The first version is the population composed of three sub-populations that based on the fitness value, no use of randomly assigned to individuals. At the end of each generation, all sub-populations are updated based on the new fitness values of its individuals. This version uses the same parameter adaptive strategy as SAMDE. This version is called SAMDE_1. The second scheme (SAMDE_2) of this work is first initializes the entire population and then subdivides the population into three sub-populations that based on the fitness value rank, the first sub-population is called X1 which have better individuals. Then we take X1 as an outstanding sub-population and it no longer involved in later evolution. The other two sub-populations are updated in the same way as SAMDE. The third variant of this work (SAMDE_3) is same as SAMDE_1 in the first 100 generations, after 100 iterations, we take X1 as an outstanding sub-population. At the end of each generation, all sub-populations are updated based on the new fitness values of its individuals. But sub-population X1 is only updated without evolution. The fourth scheme (SAMDE_4) is same as SAMDE in the first 100 generations, after 100 iterations, there are first better nine individuals were extracted and constitute X4. The other individuals are randomly divided into three sub-populations which have the same size. And sub-population X4 is only updated without evolution.

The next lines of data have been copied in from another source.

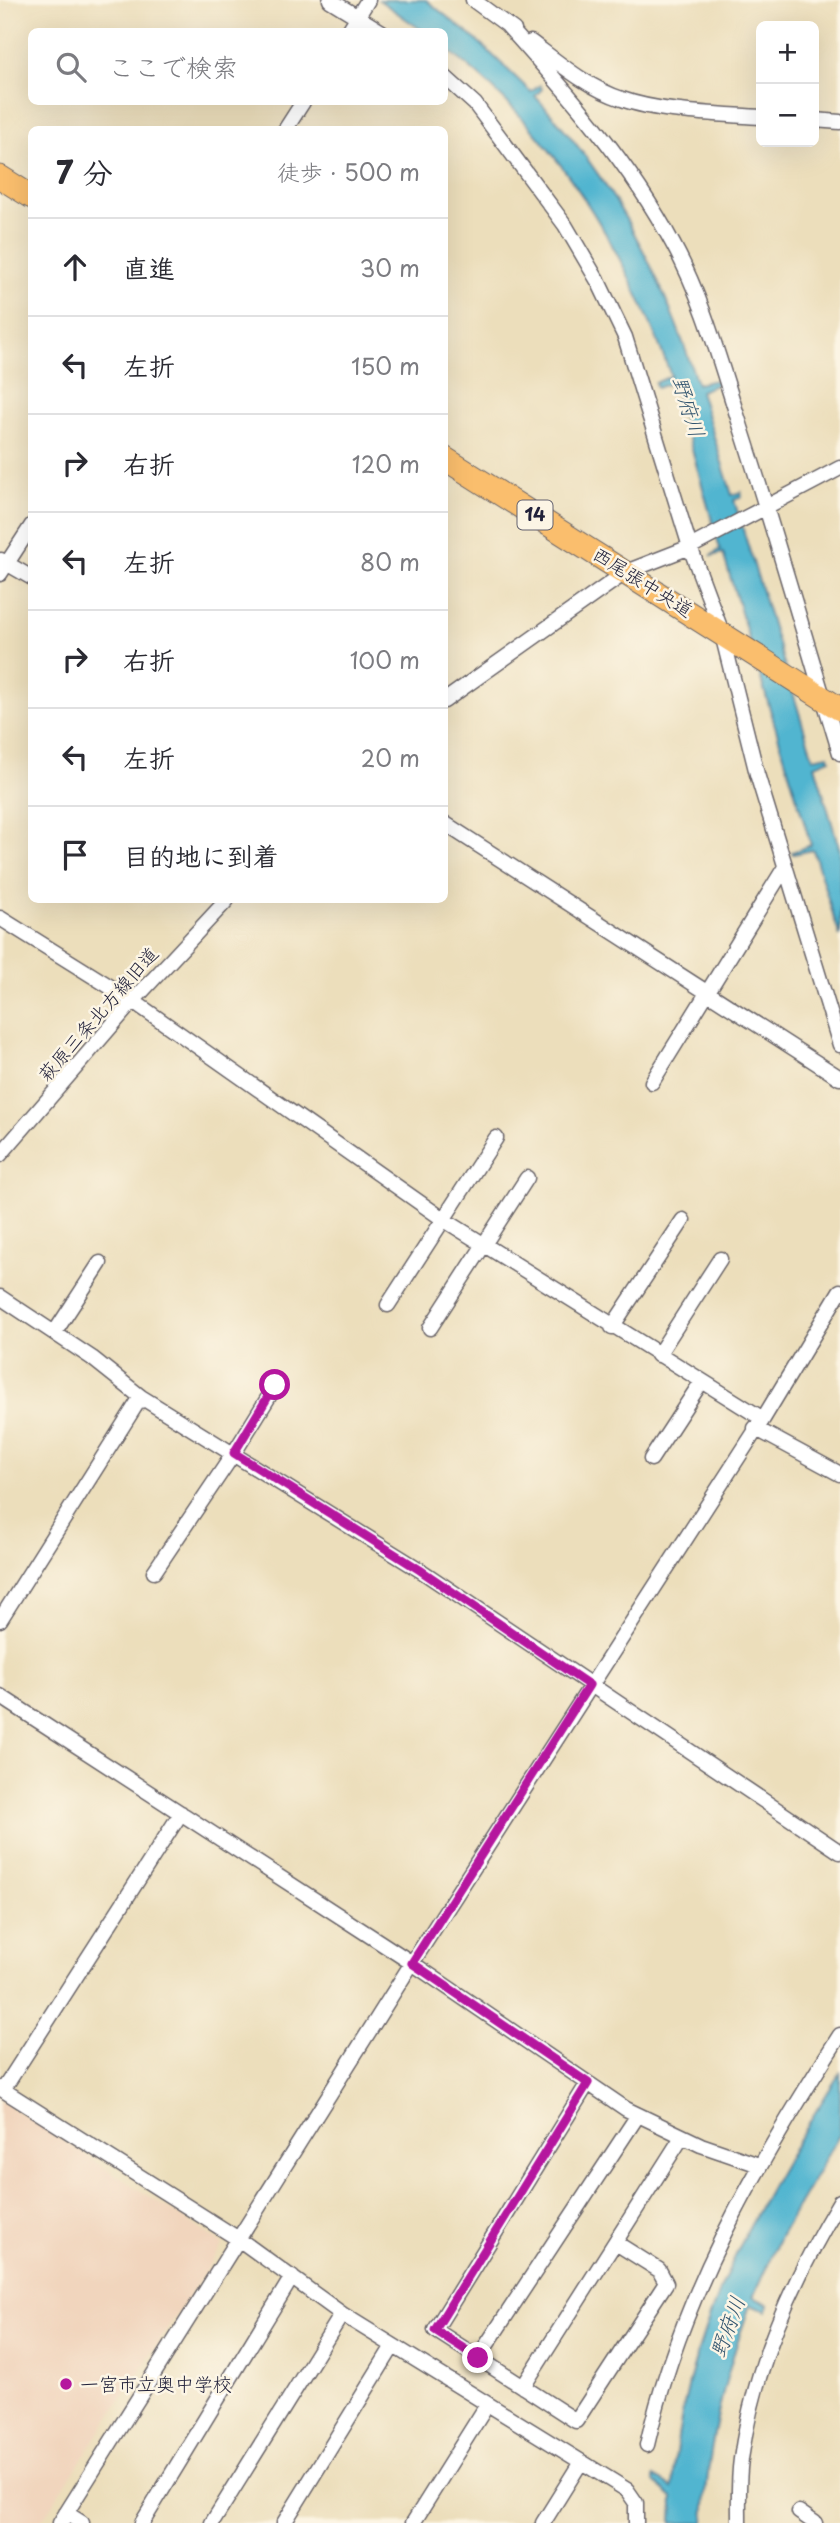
<!DOCTYPE html>
<html lang="ja">
<meta charset="utf-8">
<style>
body{margin:0;font-family:"Playpen Sans","Klee One",sans-serif;background:#f7f7f7;color:#2b2b33}
.controls{position:absolute;right:21px;top:21px;display:grid;overflow:hidden;border-radius:10px;box-shadow:0 7px 28px #0002}
.controls button{width:63px;height:63px;display:grid;place-items:center;padding:0;border:0;border-bottom:2px solid #e1e1e2;background:#fff;color:#2b2b33;font:35px sans-serif}
.stop{position:absolute;width:21px;height:21px;margin:-16px;border:5px solid #b5179e;border-radius:50%;background:#fff}
.stop.end{background:#b5179e;border-color:#fff;box-shadow:0 2px 7px #0008}
.list{margin:0;padding:0;list-style:none}
h2{display:flex;justify-content:space-between;align-items:center;height:91px;margin:0;padding:0 28px;font-size:30px}
h2 small{font-size:23px;font-weight:400;color:#7c7c81}
.list li{display:grid;grid-template-columns:46px 1fr auto;gap:21px;align-items:center;box-sizing:border-box;height:98px;padding:0 28px;border-top:2px solid #e1e1e2}
.list b{display:block;font-size:26px;white-space:nowrap}
.list em{font-size:23px;font-style:normal;color:#7c7c81}
.icon{flex:none;width:38px;height:38px;fill:none;stroke:currentColor;stroke-width:2;stroke-linecap:round;stroke-linejoin:round}
.map{position:relative;flex:none;width:840px;height:2523px;overflow:hidden}
.search{position:absolute;background:#fff;box-shadow:0 7px 28px #0002;left:28px;top:28px;width:420px;height:77px;display:flex;align-items:center;gap:18px;box-sizing:border-box;padding:0 24px;border-radius:10px;color:#7c7c81;font-size:26px}
.panel{position:absolute;background:#fff;box-shadow:0 7px 28px #0002;left:28px;top:126px;width:420px;height:777px;border-radius:10px}
.map>svg:first-child{display:block}
.built{fill:#f1d5bd}
.water{fill:#51b5d0;stroke:#3a6c86;stroke-width:2}
.lines{fill:none;stroke-linecap:round;stroke-linejoin:round}
.street-casing{stroke:#696468;stroke-width:17}
.primary-casing{stroke:#696468;stroke-width:25}
.street{stroke:#fff;stroke-width:14}
.primary{stroke:#fabe6d;stroke-width:23}
.route{stroke:#b5179e;stroke-width:9}
.poi-dot{fill:#b5179e;stroke:#fcf5e5;stroke-width:2.5}
.labels{text-anchor:middle;stroke-width:5;stroke-linejoin:round;paint-order:stroke}
.shield{fill:#fcf5e5;stroke:#63616e;stroke-width:2}
.shield-label{font-size:18px;font-weight:bold;fill:#22223b}
.street-label{font-size:19px;fill:#22223b;stroke:#fcf5e5}
.poi-label{font-size:19px;fill:#22223b;stroke:#fcf5e5;text-anchor:start}
.water-label{font-size:21px;font-style:italic;fill:#32556f;stroke:#fcf5e5}
</style>
<div class="map">
<svg width="840" height="2523" viewBox="0 0 840 2523">
<rect width="100%" height="100%" fill="#fcf5e5"/>
<filter id="ink" filterUnits="userSpaceOnUse"><feTurbulence type="fractalNoise" baseFrequency=".0143" numOctaves="2"/><feDisplacementMap in="SourceGraphic" scale="14" xChannelSelector="R" yChannelSelector="G"/><feConvolveMatrix kernelMatrix="1 2 1 2 8 2 1 2 1" color-interpolation-filters="sRGB"/></filter>
<filter id="wash" filterUnits="userSpaceOnUse"><feTurbulence type="fractalNoise" baseFrequency=".00686" numOctaves="4" result="noise"/><feDisplacementMap in="SourceGraphic" scale="28" xChannelSelector="R" yChannelSelector="G"/><feGaussianBlur stdDeviation="1.57" result="paint"/><feColorMatrix in="noise" values="0 0 0 0 0 0 0 0 0 0 0 0 0 0 0 0 0 1.4 0 .05"/><feComposite in="paint" operator="in"/></filter>
<g filter="url(#wash)">
<rect width="100%" height="100%" fill="#ecdebb"/>
<path class="built" d="M0 2100 223 2244 40 2523H0Z"/>
<path class="water" d="M379 0H426L480 43 531 92 540 85 542 89 535 96C612 177 664 278 697 384L716 380 718 384 700 391 732 495 741 492 742 497 734 500 813 758 829 755 830 759 815 765 840 851V937L813 850 793 854 792 852 811 845 723 553 711 556 720 549 673 382 657 388 655 383 671 376C626 251 554 129 445 48L444 32 423 31Z
M840 2073V2133L780 2237 753 2297 768 2304 767 2311 750 2305C724 2377 707 2446 704 2523H672L673 2498 654 2482V2477L673 2488C680 2333 759 2200 840 2073Z"/>
</g>
<g filter="url(#ink)">
<g class="lines">
<defs>
<path id="street" d="M330 0 382 32
M473 0 514 30
M507 25C568 93 630 163 673 244 703 299 719 359 738 418 774 529 806 642 840 753
M348 32 368 0
M531 42C559 63 588 88 622 99 660 113 721 114 761 117
M444 76 475 104 565 225 599 283 625 337 690 547 721 630 757 774 840 1045
M814 120 840 122
M285 130 303 102
M1 560 32 578
M0 574 32 525
M444 701 626 572 690 547 840 468
M444 823 840 1078
M0 918 133 1001 443 1219 763 1419
M652 1082 785 867
M0 1155 133 1001 227 900
M0 1297 92 1358 141 1397 420 1570 840 1852
M388 1305 496 1138
M612 1327 683 1220
M430 1328 527 1178
M55 1332 100 1263
M658 1355 720 1259
M755 1428 840 1474
M651 1459 702 1381
M154 1572 234 1453 276 1385
M0 1620 141 1397
M0 1696 412 1963 626 2109 701 2145 759 2165
M588 2083 435 2330 576 2421 666 2283 659 2270 616 2243
M0 2088 240 2240 342 2314 627 2490 636 2503V2523
M3 2090 181 1813
M478 2358 638 2115
M523 2387 682 2137
M647 2445C681 2294 757 2164 840 2035
M799 2512 815 2523
M66 2513 82 2523
M60 2523 412 1963 763 1419 840 1291
M142 2523 292 2277
M212 2523 342 2314
M284 2523 393 2346
M413 2523 487 2405
M543 2523 581 2462
M739 2523C739 2502 738 2480 741 2459 754 2366 792 2281 840 2201"/>
<path id="primary" d="M0 177 32 197
M444 458 840 709"/>
</defs>
<use href="#street" class="street-casing"/>
<use href="#primary" class="primary-casing"/>
<use href="#street" class="street"/>
<use href="#primary" class="primary"/>
</g>
</g>
<g class="lines" filter="url(#ink)">
<path class="route" d="M275 1385 234 1453 420 1570 589 1685 412 1963 588 2083 435 2330 478 2358"/>
</g>
<circle class="poi-dot" cx="66" cy="2384" r="7"/>
<g class="labels">
<rect class="shield" x="517.5" y="500.5" width="35" height="29" rx="5"/>
<g class="shield-label">
<text x="535" y="521">14</text>
</g>
<g class="street-label">
<text transform="translate(643 582) rotate(32)" y="7">西尾張中央道</text>
<text transform="translate(98 1014) rotate(-49)" y="7">萩原三条北方線旧道</text>
</g>
<g class="poi-label">
<text x="80" y="2391">一宮市立奥中学校</text>
</g>
<g class="water-label">
<text transform="translate(688 407) rotate(73)" y="7">野府川</text>
<text transform="translate(728 2327) rotate(-70)" y="7">野府川</text>
</g>
</g>
</svg>
<div class="controls">
<button>+</button>
<button>−</button>
</div>
<div class="stop" style="left:275px;top:1385px"></div>
<div class="stop end" style="left:478px;top:2358px"></div>
<div class="search"><svg class="icon" aria-label="search" viewBox="0 0 24 24"><circle cx="10" cy="10" r="6"/><path d="M15 15l6 6"/></svg>ここで検索</div>
<section class="panel">
<h2>7 分<small>徒歩 · 500 m</small></h2>
<ul class="list">
<li><svg class="icon" aria-label="ahead" viewBox="0 0 24 24"><path d="M12 20V5M6 11l6-6 6 6"/></svg><div><b>直進</b></div><em>30 m</em></li>
<li><svg class="icon" aria-label="left" viewBox="0 0 24 24"><path d="M17 20v-9H6M10 6l-5 5 5 5"/></svg><div><b>左折</b></div><em>150 m</em></li>
<li><svg class="icon" aria-label="right" viewBox="0 0 24 24"><path d="M7 20v-9h11M14 6l5 5-5 5"/></svg><div><b>右折</b></div><em>120 m</em></li>
<li><svg class="icon" aria-label="left" viewBox="0 0 24 24"><path d="M17 20v-9H6M10 6l-5 5 5 5"/></svg><div><b>左折</b></div><em>80 m</em></li>
<li><svg class="icon" aria-label="right" viewBox="0 0 24 24"><path d="M7 20v-9h11M14 6l5 5-5 5"/></svg><div><b>右折</b></div><em>100 m</em></li>
<li><svg class="icon" aria-label="left" viewBox="0 0 24 24"><path d="M17 20v-9H6M10 6l-5 5 5 5"/></svg><div><b>左折</b></div><em>20 m</em></li>
<li><svg class="icon" aria-label="arrive" viewBox="0 0 24 24"><path d="M6 21V4h12l-3 4 3 4H6"/></svg><div><b>目的地に到着</b></div></li>
</ul>
</section>
</div>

From Table 7, the solution quality of the proposed algorithm SAMDE outperforms all other variants of the proposed work at 30D. For SAMDE_1, SAMDE is significantly better on 17 functions and worse on only four functions. SAMDE is significantly better than SAMDE_2 on 15 functions and worse than SAMDE_2 on 5 functions. SAMDE significantly improves the performance of SAMDE_3 on 16 out of 25 functions and losses on four functions. For SAMDE_4, SAMDE is significantly better on 15 functions out of 25 functions and losses on five functions.

6 Conclusions

This research proposes a self-adaptive multi-population differential evolution algorithm for solving numerical optimization problem. The algorithm divides the population into three sub-populations, each of which employs a certain mutation strategy. These mutation strategies are DE/rand/1/bin, DE/best/2/bin and a our customized mutation strategy that uses a new approach to generate base vector. Because the appropriate control parameters are very important to the performance of DE in the DE algorithm, an adaptive mechanism is also proposed that control parameters Fk_i(t) and CRk_i(t) of each generation can be gradually self-adapted according to the number of iterations. In this paper, the experimental studies on CEC 2005 benchmark suite proved the good performance of SAMDE, SAMDE was compared with other eight state-of-the-art DE variants including JADE, SaDE, EPSDE, CoDE, SOUPDE, SspDE, ESADE and MPEDE. The experimental results show that the overall performance of SAMDE was better than the eight competitors. The parameter sensitivity of SAMDE is also analysed by some experimental studies. We experimentally show that the multiple mutation strategies and adaptive parameters mechanism in this study have obvious advantages and competitiveness compared with other algorithms.

In the future, we intend to further improve the SAMDE to solve high dimensional optimization problems. In addition, multi-populations is still an effective way to improve DE efficiency, we will try to use more, different size sub-populations for parallel computing, and test them on sets of competitive benchmarks like those presented in the CEC 2013 (Li et al. 2013) and CEC 2015 (Chen et al. 2014; García-Martínez et al. 2017) special sessions and competitions.